American Transportation Corporation (better known as AmTran) was an American manufacturer of school bus bodies.  Tracing its roots to Ward Body Works (established in 1933), AmTran was formed in 1980 following the 1979 bankruptcy of Ward to continue bus production.  In 1991, the company became a subsidiary of Navistar International, leading to a series of acquisitions of school bus body manufacturers by chassis suppliers during the 1990s.

As with its predecessor company, AmTran corporate headquarters and manufacturing facilities were located in Conway, Arkansas.  In 1999, the company opened an assembly facility in Tulsa, Oklahoma.  

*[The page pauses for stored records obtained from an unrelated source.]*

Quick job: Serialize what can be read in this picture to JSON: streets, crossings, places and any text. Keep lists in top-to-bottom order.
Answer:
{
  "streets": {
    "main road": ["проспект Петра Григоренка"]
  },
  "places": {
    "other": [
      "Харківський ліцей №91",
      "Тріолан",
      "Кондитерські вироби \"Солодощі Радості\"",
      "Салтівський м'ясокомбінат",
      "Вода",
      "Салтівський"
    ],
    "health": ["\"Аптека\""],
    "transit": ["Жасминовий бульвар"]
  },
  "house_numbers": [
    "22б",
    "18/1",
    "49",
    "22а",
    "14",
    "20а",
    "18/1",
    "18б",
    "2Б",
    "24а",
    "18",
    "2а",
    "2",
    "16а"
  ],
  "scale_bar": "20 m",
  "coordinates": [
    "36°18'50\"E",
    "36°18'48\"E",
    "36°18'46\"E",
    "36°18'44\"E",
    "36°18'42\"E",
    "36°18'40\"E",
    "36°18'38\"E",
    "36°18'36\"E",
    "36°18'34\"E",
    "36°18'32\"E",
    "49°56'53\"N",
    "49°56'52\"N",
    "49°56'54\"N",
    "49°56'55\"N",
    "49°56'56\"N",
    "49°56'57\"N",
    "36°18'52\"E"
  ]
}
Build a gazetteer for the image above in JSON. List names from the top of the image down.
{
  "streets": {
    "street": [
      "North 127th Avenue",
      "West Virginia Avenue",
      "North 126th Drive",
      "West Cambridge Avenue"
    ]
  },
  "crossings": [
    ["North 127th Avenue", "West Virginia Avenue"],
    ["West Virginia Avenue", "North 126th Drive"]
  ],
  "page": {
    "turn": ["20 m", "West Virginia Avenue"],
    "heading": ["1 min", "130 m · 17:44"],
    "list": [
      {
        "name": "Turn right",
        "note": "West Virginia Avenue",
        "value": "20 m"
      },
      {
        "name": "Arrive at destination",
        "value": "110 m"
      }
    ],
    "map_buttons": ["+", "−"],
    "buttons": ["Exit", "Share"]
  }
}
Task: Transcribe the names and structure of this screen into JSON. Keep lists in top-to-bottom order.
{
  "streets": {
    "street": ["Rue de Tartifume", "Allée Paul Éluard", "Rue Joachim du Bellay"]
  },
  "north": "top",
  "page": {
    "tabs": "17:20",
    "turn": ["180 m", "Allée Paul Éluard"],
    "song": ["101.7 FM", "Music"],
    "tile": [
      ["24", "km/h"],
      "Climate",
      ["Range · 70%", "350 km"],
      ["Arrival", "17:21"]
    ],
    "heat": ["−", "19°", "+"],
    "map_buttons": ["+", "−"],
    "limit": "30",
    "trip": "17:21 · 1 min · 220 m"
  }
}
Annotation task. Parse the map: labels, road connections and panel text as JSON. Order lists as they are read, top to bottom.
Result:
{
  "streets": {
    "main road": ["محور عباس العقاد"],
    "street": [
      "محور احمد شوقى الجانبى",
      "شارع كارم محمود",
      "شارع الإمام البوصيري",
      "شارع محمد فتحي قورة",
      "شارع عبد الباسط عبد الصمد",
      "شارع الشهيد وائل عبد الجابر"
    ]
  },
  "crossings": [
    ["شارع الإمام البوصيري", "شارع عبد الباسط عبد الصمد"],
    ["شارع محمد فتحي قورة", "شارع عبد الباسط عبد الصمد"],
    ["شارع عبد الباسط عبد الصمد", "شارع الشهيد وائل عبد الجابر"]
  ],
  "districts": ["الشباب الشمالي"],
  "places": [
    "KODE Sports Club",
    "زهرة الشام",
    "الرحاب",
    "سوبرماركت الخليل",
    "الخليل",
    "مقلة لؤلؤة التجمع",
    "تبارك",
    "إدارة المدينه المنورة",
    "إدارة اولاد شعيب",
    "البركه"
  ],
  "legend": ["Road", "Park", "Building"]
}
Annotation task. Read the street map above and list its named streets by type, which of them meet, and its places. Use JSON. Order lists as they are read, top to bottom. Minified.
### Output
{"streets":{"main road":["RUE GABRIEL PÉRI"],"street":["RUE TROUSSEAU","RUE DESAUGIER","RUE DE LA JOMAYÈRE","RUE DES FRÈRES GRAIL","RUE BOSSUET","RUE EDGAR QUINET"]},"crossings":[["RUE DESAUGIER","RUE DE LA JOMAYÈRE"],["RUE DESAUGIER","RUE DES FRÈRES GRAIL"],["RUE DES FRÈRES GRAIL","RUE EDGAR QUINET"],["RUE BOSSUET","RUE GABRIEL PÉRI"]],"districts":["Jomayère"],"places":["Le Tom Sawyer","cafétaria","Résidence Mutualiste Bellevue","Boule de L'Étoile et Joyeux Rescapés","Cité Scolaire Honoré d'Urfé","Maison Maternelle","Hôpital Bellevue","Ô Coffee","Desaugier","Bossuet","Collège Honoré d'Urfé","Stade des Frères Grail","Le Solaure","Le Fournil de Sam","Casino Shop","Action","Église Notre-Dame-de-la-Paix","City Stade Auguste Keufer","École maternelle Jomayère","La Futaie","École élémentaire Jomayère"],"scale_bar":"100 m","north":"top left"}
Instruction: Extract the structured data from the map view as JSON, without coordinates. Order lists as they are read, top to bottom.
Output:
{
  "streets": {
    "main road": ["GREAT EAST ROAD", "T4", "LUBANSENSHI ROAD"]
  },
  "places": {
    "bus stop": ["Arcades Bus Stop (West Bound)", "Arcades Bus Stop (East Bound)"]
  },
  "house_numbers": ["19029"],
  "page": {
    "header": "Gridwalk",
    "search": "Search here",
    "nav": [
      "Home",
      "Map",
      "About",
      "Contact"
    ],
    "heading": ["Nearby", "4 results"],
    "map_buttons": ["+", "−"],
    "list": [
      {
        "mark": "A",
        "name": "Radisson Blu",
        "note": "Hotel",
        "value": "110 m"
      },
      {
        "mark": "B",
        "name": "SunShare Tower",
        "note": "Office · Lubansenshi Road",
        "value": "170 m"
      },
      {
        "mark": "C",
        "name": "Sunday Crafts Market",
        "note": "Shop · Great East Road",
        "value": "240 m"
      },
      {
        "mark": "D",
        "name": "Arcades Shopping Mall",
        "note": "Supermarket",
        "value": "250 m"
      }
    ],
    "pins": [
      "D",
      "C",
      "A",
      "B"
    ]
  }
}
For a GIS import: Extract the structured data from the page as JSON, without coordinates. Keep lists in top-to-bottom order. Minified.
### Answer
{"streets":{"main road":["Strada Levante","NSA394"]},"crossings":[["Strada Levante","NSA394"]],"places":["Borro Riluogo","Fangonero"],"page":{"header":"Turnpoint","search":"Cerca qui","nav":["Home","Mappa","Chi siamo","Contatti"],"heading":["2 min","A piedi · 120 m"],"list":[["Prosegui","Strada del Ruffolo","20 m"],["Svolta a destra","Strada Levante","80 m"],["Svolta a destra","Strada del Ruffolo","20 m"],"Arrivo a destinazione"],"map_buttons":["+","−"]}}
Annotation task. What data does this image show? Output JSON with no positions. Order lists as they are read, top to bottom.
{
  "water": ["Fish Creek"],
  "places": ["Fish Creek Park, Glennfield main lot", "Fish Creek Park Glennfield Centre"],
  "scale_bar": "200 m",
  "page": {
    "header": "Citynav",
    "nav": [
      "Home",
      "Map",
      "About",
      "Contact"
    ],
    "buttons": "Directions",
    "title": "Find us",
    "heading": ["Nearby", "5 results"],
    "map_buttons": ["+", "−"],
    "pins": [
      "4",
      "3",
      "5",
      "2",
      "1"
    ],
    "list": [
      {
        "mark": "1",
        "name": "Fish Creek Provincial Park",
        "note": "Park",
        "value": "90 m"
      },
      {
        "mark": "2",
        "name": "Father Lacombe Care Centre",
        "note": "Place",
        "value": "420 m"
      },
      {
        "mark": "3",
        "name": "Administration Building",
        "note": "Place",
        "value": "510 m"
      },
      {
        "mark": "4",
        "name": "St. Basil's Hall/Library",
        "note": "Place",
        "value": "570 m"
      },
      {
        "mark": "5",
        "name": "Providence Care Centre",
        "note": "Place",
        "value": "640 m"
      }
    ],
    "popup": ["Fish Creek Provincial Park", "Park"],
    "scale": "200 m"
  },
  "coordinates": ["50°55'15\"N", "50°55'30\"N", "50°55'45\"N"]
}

In 2000, Navistar rebranded AmTran as part of International Truck and Bus, with vehicles taking on International branding.  During 2002, the branding changed again, as the name was changed to IC Corporation (IC Bus since 2008).

History
During the late 1970s, the school bus manufacturing industry was in relative turmoil.  From the early 1950s, the segment was dependent on student population growth related to the baby-boom generation.  By the beginning of the 1980s, the last of the generation had completed their secondary education, leading to a decrease in student population growth across the United States.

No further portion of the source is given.